First, we evaluated five models in which drift rate (v) and boundary (a) were either fixed or varied across trial type (speed, accurate) and/or scene complexity (low, medium, high). Using the Deviance Information Criterion (DIC) for model selection we established that, next to varying response boundary across trial type (ΔDIC = − 3,404 compared to fixed), varying both parameters across scene complexity was justified to account for the data24. This fit produced lower DIC values compared to a fit in which the drift rate (ΔDIC = − 133.3), response boundary (ΔDIC = − 40.4) or both (ΔDIC = − 68.1) were fixed across complexity. Then, to assess the trial-by-trial relationship between scene complexity and drift rate (v) and boundary separation (a), we fitted eighteen alternative regression models. Both linear models (SC/CE centered around zero), and second-order polynomial models (quadratic) were fitted to examine whether the relationship was curvilinear (e.g. followed an inverted U-shape). We never included both scene statistics simultaneously, as their high correlation leads to multicollinearity and unstable coefficient estimates. To take into account the effect of task instruction on the response boundary a, we estimated two intercepts for this parameter (speed and accuracy) using the depends_on key argument. For each model, we ran four separate chains with 5,000 samples. The first 200 samples were discarded (burn), resulting in a trace of 19,200 samples. Models were tested for convergence using visual inspection of the group level chains and the Gelman-Rubin statistic, which compares the intra-chain variance of the model to the intra-chain variance of the different runs. It was checked that all group-level parameters had an Rhat between 0.98 and 1.02. For the best fitting model (lowest DIC), we ran posterior predictive checks by averaging 500 simulations generated from the model’s posterior to confirm it could reliably reproduce patterns in the observed data. Bayesian hypothesis testing was performed on the group-level posterior densities for means of parameters. The probability measure P was obtained by calculating the percentage of the posterior < 0 (see Supplementary Sect. 2).

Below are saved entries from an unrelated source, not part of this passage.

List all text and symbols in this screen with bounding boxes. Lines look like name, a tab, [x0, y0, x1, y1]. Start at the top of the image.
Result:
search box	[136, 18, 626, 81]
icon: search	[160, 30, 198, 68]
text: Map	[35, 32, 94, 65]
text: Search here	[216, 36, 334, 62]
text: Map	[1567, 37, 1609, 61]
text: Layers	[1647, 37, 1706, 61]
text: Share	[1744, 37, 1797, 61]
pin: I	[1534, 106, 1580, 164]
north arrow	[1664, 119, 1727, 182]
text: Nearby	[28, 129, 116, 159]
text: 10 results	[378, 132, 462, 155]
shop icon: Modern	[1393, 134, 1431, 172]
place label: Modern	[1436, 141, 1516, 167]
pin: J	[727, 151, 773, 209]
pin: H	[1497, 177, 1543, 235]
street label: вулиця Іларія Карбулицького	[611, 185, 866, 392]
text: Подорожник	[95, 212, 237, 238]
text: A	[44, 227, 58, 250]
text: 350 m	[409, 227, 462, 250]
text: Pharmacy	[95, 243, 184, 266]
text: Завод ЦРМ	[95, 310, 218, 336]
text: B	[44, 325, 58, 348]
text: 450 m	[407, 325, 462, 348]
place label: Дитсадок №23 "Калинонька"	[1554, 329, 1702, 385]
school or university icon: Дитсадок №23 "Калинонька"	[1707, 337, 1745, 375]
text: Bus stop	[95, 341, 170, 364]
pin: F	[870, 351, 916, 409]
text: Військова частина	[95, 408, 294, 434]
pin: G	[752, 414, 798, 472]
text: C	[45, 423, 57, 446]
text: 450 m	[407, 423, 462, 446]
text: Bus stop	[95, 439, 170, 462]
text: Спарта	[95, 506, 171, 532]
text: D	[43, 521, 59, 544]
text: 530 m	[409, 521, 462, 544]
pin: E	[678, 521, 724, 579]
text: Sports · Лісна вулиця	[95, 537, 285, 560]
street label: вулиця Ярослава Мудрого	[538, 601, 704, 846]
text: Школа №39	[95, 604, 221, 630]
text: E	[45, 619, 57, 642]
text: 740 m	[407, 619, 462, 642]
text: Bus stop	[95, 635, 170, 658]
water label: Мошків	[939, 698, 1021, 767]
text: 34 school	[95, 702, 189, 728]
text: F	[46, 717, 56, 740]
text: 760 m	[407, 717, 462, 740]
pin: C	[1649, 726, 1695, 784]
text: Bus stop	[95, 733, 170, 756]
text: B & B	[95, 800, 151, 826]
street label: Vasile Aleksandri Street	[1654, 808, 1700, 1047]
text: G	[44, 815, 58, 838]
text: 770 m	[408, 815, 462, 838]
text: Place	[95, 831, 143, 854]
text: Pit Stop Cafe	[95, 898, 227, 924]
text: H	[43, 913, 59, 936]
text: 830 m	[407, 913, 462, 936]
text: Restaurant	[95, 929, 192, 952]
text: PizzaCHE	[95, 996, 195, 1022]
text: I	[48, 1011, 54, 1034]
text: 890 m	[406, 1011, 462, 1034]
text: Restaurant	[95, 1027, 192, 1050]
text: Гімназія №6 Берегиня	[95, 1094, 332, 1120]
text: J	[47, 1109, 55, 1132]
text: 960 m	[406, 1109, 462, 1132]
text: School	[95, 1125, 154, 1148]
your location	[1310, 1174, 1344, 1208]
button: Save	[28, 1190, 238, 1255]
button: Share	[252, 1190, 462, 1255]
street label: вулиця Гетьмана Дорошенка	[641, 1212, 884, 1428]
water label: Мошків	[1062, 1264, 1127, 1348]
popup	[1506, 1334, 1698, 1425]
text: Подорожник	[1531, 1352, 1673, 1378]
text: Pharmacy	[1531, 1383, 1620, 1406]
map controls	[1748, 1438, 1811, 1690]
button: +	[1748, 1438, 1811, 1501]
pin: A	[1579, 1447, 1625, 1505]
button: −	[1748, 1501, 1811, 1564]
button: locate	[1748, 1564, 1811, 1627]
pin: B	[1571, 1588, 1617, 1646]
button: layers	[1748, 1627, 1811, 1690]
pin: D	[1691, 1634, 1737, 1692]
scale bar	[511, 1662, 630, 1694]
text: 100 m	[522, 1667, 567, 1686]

Data from one participant were excluded for excessive errors (> 23%, 2.8 SD > mean). RTs < 100 ms were considered “fast guesses” and removed. The repeated-measures ANOVA on RT (on correct trials) revealed main effects of both instruction (speed, accurate) and scene complexity (low, medium, high), but no interaction effect, F(36) = 0.261, p > 0.77. Similarly, the repeated-measures ANOVA on error rates revealed main effects but no interaction effect, F(36) = 0.177, p > 0.83. As expected, responses were faster and less accurate when given a “speed” instruction, in comparison to “accurate”. Because there was no interaction, RTs and error rates were collapsed over speed and accurate trials to further understand how scene complexity modulates decision-making. Bonferroni correction was used for all comparisons.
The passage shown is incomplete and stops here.